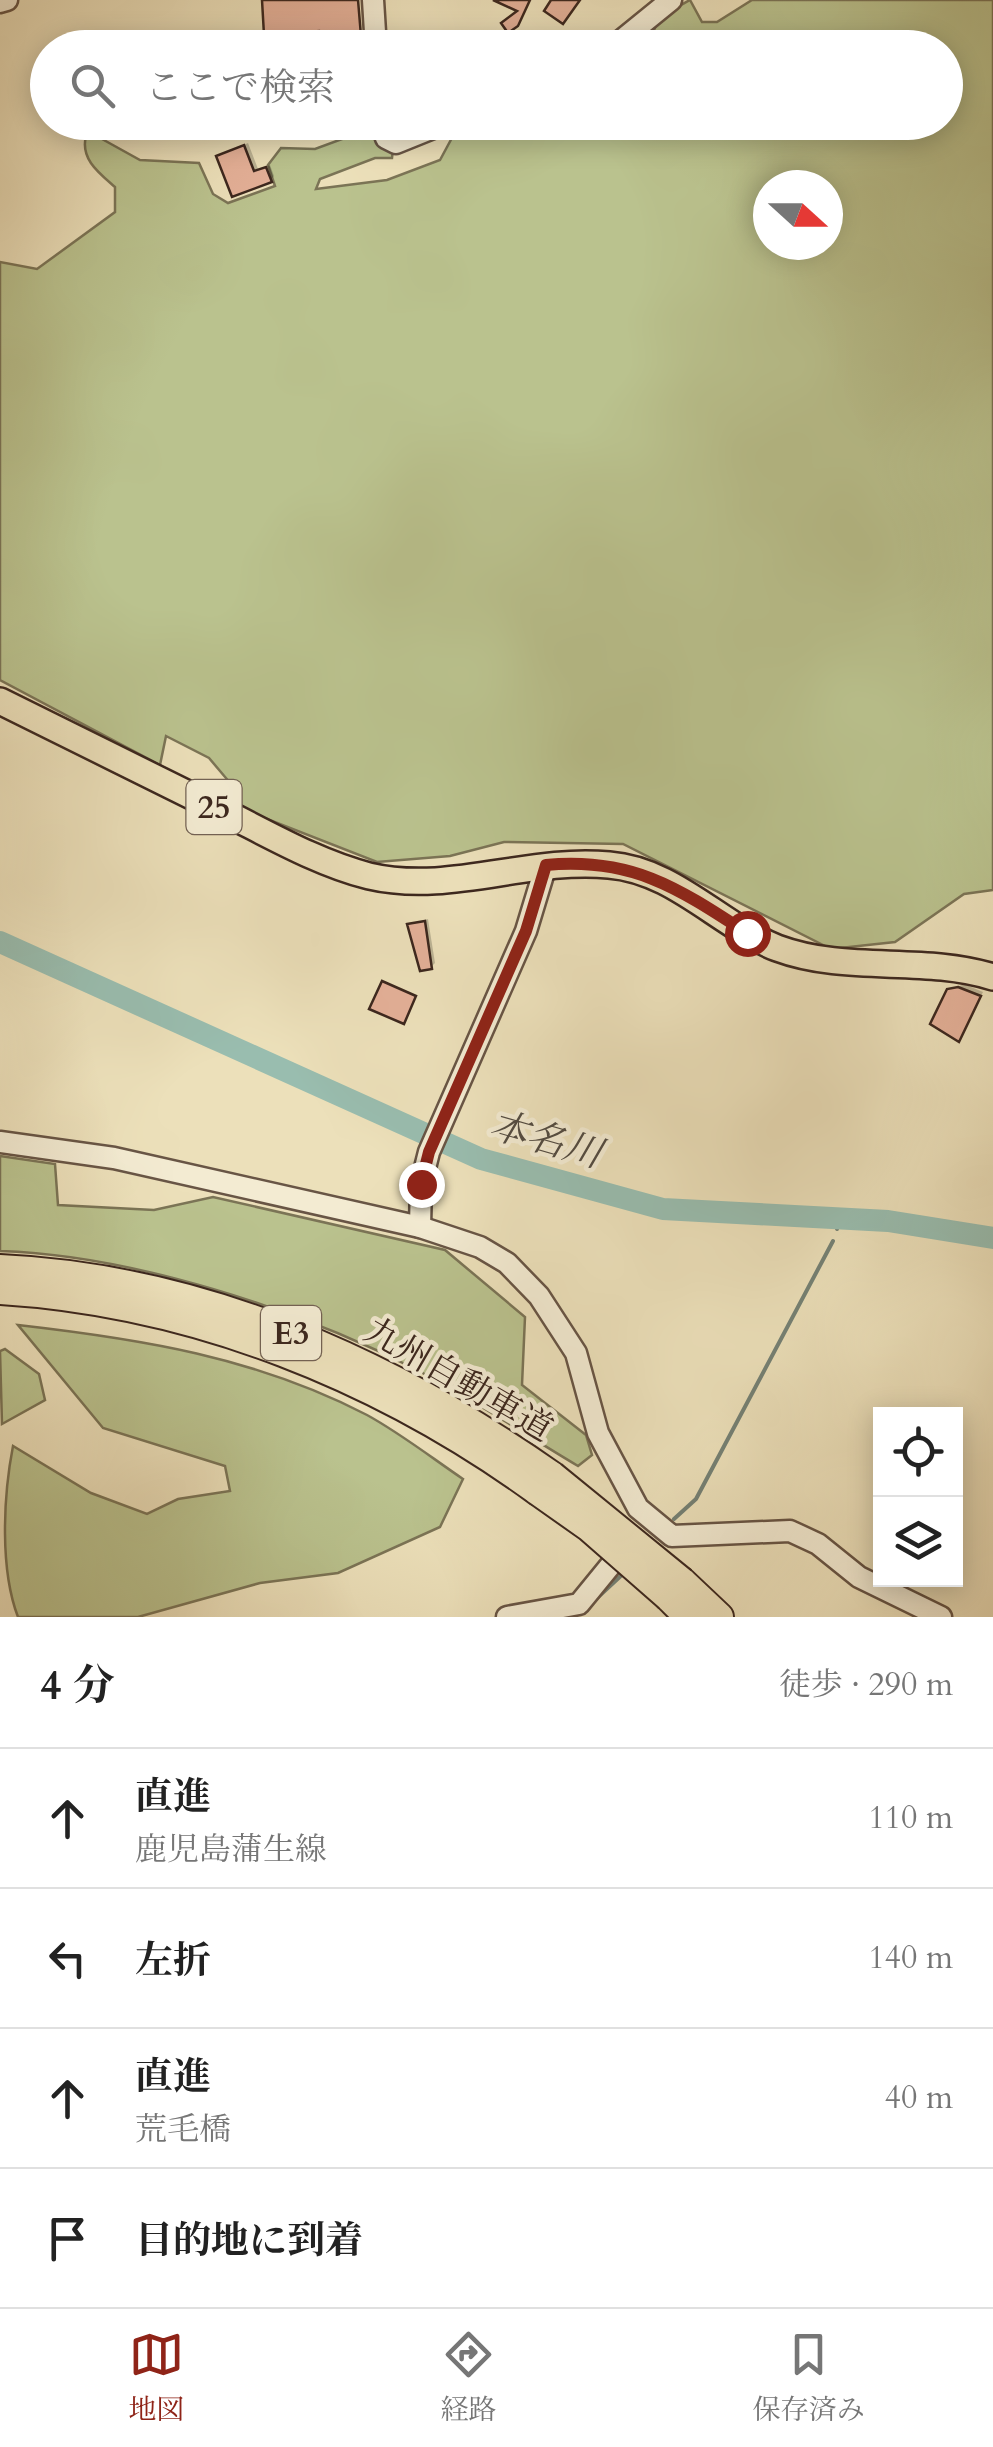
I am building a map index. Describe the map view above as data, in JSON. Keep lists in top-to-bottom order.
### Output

==

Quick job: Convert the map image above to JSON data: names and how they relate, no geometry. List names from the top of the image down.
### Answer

• Your objective
Only lines that include "data" belong in the answer; return them from the entries above.

• Answer space
I am building a map index. Describe the map view above as data, in JSON. Keep lists in top-to-bottom order.
Quick job: Convert the map image above to JSON data: names and how they relate, no geometry. List names from the top of the image down.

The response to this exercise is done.